Wegen van ernst en risico (stap 4)
Toelichting op de aanbevelingen
-
Weeg alle (ongunstige en gunstige) factoren, de ernst en de risico’s en blijf dit gedurende het gehele proces telkens weer doen bij nieuwe informatie en signalen.
-
Ga aan de hand van het Afwegingskader na of er sprake is van acute of structurele onveiligheid.
Bij Oorzaken en factoren zijn de wetenschappelijk onderbouwde risico- en beschermende factoren op een rij gezet. Maar er is geen wetenschappelijk bewijs dat deze factoren elkaar (helemaal) kunnen opheffen. Of dat de kans op kindermishandeling simpelweg een kwestie is van plussen en minnen van risico- en beschermende factoren. Het gaat hier om kansen dat deze factoren leiden tot kindermishandeling, onderzocht in groepen, die niet altijd in individuele situaties gelden. Wel is het waarschijnlijk dat de kans op kindermishandeling groter is als er meer dan drie risicofactoren aanwezig zijn (Sidebotham & Heron, 2006). Dit heet risicocumulatie of -opeenstapeling. Of het omgekeerde effect (in dezelfde mate) uitgaat van beschermende factoren, is niet bekend.

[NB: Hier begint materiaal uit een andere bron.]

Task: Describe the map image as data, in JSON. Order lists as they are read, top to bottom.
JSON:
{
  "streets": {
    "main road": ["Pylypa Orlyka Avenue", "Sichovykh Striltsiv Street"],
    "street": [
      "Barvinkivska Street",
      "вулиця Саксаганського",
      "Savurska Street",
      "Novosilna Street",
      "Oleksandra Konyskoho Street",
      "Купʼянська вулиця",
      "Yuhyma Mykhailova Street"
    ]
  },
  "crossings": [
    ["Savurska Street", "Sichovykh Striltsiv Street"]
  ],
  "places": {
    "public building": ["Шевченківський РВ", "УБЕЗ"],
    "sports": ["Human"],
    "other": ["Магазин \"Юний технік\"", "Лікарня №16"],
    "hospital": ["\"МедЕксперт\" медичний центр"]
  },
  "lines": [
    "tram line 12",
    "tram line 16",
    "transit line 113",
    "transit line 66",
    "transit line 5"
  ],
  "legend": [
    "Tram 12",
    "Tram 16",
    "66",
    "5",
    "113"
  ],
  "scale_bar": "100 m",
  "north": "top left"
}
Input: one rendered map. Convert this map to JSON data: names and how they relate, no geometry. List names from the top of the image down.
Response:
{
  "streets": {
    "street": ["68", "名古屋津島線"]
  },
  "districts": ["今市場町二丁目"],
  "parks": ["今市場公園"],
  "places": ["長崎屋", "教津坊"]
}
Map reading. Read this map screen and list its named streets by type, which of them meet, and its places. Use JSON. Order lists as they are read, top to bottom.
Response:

Intussen is wel duidelijk dat kinderen uit hoogrisicogezinnen minder profijt hebben van beschermende factoren (Luthar & Goldstein, 2004). Toch is het belangrijk dat je als jeugdprofessional zowel de risico- als beschermende factoren in kaart brengt. Inclusief de frequentie en duur waarin factoren spelen. Al deze informatie neem je mee in je afweging en inschatting van de ernst en impact van de kindermishandeling, welke acties en interventies er nodig zijn en welk effect je hiervan mag verwachten.
Een veiligheids- en/of risicotaxatie-instrument helpt bij het afwegen van de ernst van de kindermishandeling en/of het risico (van herhaling) voor kindermishandeling. Vraag bij twijfel altijd (opnieuw) advies bij Veilig Thuis.
In stap 4 weeg je het volgende af:
- Heb ik op basis van de stappen 0 tot en met 3 van de meldcode een vermoeden van kindermishandeling?
- Heb ik er alleen een vermoeden van, of is er sprake van acute of structurele onveiligheid?
Zie: Afwegingskader Jeugdprofessionals (2018).